Task brief: Go through the entries below and tally each line holding the string "radius". Return the number only.
┌─ Data to process
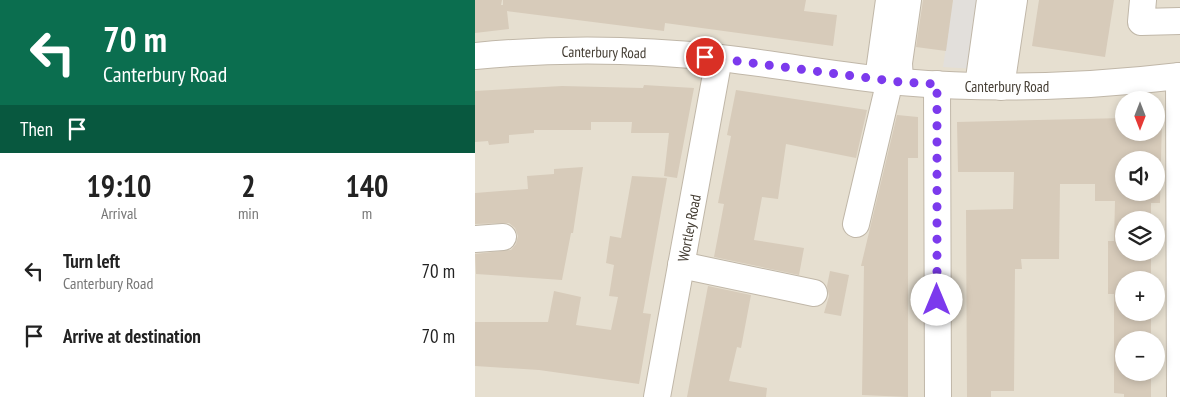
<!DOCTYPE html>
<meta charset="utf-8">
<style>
:root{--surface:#fff;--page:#f2f2f2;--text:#222;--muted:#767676}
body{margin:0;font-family:"PT Sans Narrow",sans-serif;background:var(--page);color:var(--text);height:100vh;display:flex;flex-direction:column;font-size:19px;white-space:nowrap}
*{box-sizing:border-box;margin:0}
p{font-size:16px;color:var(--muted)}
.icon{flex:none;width:28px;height:28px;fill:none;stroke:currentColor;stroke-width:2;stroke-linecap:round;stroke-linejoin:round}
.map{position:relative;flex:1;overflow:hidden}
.panel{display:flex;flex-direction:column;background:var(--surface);width:475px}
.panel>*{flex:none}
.banner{background:#0b6e4f;color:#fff;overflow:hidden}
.needle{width:32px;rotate:180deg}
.controls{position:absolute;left:640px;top:91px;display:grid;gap:10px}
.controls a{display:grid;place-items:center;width:50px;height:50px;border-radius:50%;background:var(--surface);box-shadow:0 2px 8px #0003;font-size:25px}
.pin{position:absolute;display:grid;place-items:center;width:42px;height:42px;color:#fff;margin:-21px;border:2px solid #fff;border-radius:50%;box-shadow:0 1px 5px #0007}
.me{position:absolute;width:55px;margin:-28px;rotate:0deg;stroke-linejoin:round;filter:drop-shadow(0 0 4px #0008)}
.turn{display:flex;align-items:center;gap:18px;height:105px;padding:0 20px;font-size:22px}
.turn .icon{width:65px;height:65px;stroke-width:2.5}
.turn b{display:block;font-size:35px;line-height:42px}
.then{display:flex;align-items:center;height:48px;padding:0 20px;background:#0003;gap:10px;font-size:19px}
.eta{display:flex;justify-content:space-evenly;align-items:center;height:85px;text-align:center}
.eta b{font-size:30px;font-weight:800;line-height:35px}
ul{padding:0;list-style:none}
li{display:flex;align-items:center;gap:15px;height:65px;padding:0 20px}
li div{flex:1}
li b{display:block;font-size:19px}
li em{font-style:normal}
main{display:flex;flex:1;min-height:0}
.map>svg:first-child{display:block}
.residential{fill:#e6dfd0;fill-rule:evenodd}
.parking{fill:#e2dfdb}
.building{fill:#d7cbba;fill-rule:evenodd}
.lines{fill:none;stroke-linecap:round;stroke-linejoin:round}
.minor-casing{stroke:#c0b7a8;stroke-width:28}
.minor{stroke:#fff;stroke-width:26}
.route{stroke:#7c3aed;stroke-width:9;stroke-dasharray:0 16.2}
.labels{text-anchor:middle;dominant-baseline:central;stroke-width:4;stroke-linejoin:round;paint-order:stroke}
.street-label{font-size:15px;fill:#443d33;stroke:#fff}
</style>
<main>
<section class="panel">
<div class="banner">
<div class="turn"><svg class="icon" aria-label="left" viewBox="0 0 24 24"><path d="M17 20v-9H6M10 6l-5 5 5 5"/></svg><div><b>70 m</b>Canterbury Road</div></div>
<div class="then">Then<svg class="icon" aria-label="arrive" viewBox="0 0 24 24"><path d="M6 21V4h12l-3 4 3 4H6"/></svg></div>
</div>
<div class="eta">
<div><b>19:10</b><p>Arrival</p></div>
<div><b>2</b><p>min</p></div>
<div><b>140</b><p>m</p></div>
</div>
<ul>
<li><svg class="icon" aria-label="left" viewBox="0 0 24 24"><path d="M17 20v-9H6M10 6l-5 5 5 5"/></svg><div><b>Turn left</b><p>Canterbury Road</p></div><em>70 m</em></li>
<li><svg class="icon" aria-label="arrive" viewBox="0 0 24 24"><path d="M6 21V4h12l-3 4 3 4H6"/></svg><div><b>Arrive at destination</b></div><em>70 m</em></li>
</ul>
</section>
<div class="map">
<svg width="705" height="397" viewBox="0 0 705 397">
<rect width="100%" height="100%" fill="#f2ede2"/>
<path class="residential" d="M0,0H705V397H0ZM649,100H681V132H649ZM649,160H681V192H649ZM649,220H681V252H649ZM649,280H681V312H649ZM649,340H681V372H649Z"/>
<polygon class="parking" points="478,0 527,0 500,69 468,67"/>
<g class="building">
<polygon points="0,0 27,0 26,5 28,5 28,0 331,0 329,11 362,15 358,46 190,23 189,31 32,11 34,29 0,33"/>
<polygon points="448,0 478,0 471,51 441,47"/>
<polygon points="564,0 639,0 630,57 557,46"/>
<polygon points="169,85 219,88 202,178 189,176 194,133 156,133 157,122 116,122 116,130 59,130 59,133 34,135 34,143 14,145 13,141 0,142 0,91 87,86 168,88"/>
<polygon points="261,90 392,110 381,158 311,144 303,199 287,197 279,240 329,248 324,275 239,257 249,204 243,203 256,136 252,135"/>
<polygon points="422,115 443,117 443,158 433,158 433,397 387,395 389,266 386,266"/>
<path d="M649,118V132H681V118H687L685,203H676V220H649V252H676V280H649V312H676V340H649V372H676V397H649V394L639,393V294H633V241H639L640,201H620V184H585L584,259H546L547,269H540L539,391H516V397H492L491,210L538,209L539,172H483L482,122ZM649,160H681V192H649Z"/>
<polygon points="108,167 98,233 96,233 87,280 1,274 0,254 36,250 41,244 43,236 40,228 34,223 0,224 0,193 53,189 52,176 79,174 79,169"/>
<polygon points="157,176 192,178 168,313 176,314 164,384 64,370 0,366 0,322 73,322 79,291 106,297 101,325 136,330 143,297 134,296 139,265 131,263 135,236 146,238"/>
<polygon points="355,271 374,275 366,316 349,313 354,296 352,286"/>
<polygon points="233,286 276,295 266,348 262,347 254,381 292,388 291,397 212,397"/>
</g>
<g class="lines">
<defs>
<g id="minor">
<polyline points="668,0 666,22 705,21"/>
<path d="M0,56C82,48 164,49 245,58C306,65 365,76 426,82C519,90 612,87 705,76"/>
<polyline points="704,76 705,397"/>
<polyline points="403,79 414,0"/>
<polyline points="425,81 424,63 433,0"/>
<polyline points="462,84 463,397"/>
<polyline points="503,86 515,0"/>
<polyline points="526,87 539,0"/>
<polyline points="381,224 415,80"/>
<polyline points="0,239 28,237"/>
<polyline points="206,265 339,293"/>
<polyline points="182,397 244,58"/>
</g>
</defs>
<use href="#minor" class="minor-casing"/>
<use href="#minor" class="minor"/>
</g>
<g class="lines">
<polyline class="route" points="230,57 425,82 462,84 462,300"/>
</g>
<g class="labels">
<g class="street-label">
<text transform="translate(129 52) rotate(1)">Canterbury Road</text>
<text x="532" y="86">Canterbury Road</text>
<text transform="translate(214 228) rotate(-79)">Wortley Road</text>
</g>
</g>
</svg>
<div class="controls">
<a><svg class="needle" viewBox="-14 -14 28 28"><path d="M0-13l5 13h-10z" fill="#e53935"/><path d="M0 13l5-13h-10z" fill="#767676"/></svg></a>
<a><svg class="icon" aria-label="sound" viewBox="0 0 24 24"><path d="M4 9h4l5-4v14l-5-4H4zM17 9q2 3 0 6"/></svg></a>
<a><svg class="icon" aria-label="layers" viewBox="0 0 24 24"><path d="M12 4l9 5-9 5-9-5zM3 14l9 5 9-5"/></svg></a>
<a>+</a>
<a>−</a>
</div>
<div class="pin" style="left:230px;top:57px;background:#d93025"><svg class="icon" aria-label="arrive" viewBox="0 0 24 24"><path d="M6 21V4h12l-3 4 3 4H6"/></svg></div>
<svg class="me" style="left:462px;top:300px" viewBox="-20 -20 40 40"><circle r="19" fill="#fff"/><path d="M0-13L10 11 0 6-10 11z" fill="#7c3aed"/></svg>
</div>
</main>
└─
Answer space: 2